Having looked on with all due admiration as Jones rediscovered his bearings after a mini-crisis of confidence, Vickery is now about to test himself in similar fashion. He started this Lions season injured and out of the England side; what is more, he had to watch Julian White, the aggressive Saracens tight head, make a big pitch for a permanent red rose berth with a solid performance in the summer victory over the Springboks in Bloemfontein.

"Julian's the bloke in possession, and fair play to him. It'll be struggle to get back in, but we're all in it for the competition, aren't we?"

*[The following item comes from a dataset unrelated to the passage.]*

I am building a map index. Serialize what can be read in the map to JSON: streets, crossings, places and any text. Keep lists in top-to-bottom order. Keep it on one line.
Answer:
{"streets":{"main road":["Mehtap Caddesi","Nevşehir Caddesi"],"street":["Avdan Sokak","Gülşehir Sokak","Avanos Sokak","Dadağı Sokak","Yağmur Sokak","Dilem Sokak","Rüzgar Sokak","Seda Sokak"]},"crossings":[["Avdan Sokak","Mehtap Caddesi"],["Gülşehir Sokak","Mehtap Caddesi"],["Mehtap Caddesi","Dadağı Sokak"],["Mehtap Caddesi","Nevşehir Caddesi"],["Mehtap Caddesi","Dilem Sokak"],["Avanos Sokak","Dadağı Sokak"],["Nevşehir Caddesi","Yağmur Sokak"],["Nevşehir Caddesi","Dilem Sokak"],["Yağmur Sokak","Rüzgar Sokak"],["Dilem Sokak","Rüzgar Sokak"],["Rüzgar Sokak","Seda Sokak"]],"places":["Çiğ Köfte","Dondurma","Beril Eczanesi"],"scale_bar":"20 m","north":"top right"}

If Vickery can cut the hot stuff against the hard-edged Italians of Roma in Sunday's Heineken tie - "I love 'em all: the French, the Irish, the Italians. They always have scrummaging props, real good time boys," he said - an England recall for next month's set-to with the world champions of Australia is a distinct possibility, especially as White is struggling with... yes, you guessed it, a neck condition. Vickery knows it would be useful to get a little retaliation in first, so to speak, especially with the Lions carrot dangling.

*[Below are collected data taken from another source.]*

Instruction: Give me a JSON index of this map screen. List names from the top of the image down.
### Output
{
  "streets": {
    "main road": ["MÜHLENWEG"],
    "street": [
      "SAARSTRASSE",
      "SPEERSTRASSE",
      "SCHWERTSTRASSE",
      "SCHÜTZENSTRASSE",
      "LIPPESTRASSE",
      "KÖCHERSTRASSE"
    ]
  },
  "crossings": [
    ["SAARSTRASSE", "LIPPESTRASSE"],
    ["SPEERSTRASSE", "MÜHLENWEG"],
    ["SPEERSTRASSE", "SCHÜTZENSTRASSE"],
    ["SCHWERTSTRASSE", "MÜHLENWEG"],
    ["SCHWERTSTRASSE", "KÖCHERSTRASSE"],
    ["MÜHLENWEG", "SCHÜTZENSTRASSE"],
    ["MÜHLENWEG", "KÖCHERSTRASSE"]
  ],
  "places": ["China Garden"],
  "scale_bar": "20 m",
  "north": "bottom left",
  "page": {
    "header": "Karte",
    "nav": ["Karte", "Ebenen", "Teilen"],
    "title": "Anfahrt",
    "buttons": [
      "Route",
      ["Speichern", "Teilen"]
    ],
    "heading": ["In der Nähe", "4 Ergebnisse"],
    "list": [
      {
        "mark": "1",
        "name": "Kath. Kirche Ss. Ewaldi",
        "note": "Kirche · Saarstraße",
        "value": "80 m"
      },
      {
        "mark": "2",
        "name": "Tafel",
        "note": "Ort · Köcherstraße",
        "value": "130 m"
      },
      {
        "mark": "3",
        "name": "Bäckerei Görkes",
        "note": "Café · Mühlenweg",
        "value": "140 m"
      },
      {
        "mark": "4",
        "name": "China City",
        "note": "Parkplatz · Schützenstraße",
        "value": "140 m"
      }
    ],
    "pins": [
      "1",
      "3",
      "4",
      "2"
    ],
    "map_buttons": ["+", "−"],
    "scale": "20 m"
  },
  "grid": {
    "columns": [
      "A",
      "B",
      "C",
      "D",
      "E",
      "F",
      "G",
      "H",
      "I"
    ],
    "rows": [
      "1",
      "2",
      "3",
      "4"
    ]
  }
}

"The Lions? I daren't think about it. It's all very well for the Johnsons and Dallaglios to make a few plans, because they're more or less certain to go. But for the likes of me to start focusing on the Lions... well, you're on a lonely old road if you make that mistake. I'd love to be a part of it, but the first priority is getting back in the England side. I'm just happy to be playing at all, really. So many people take it for granted; it's only when you're sitting there in the stand, watching and hating every minute of it, that you realise what it means to be able to put the boots on and get out there."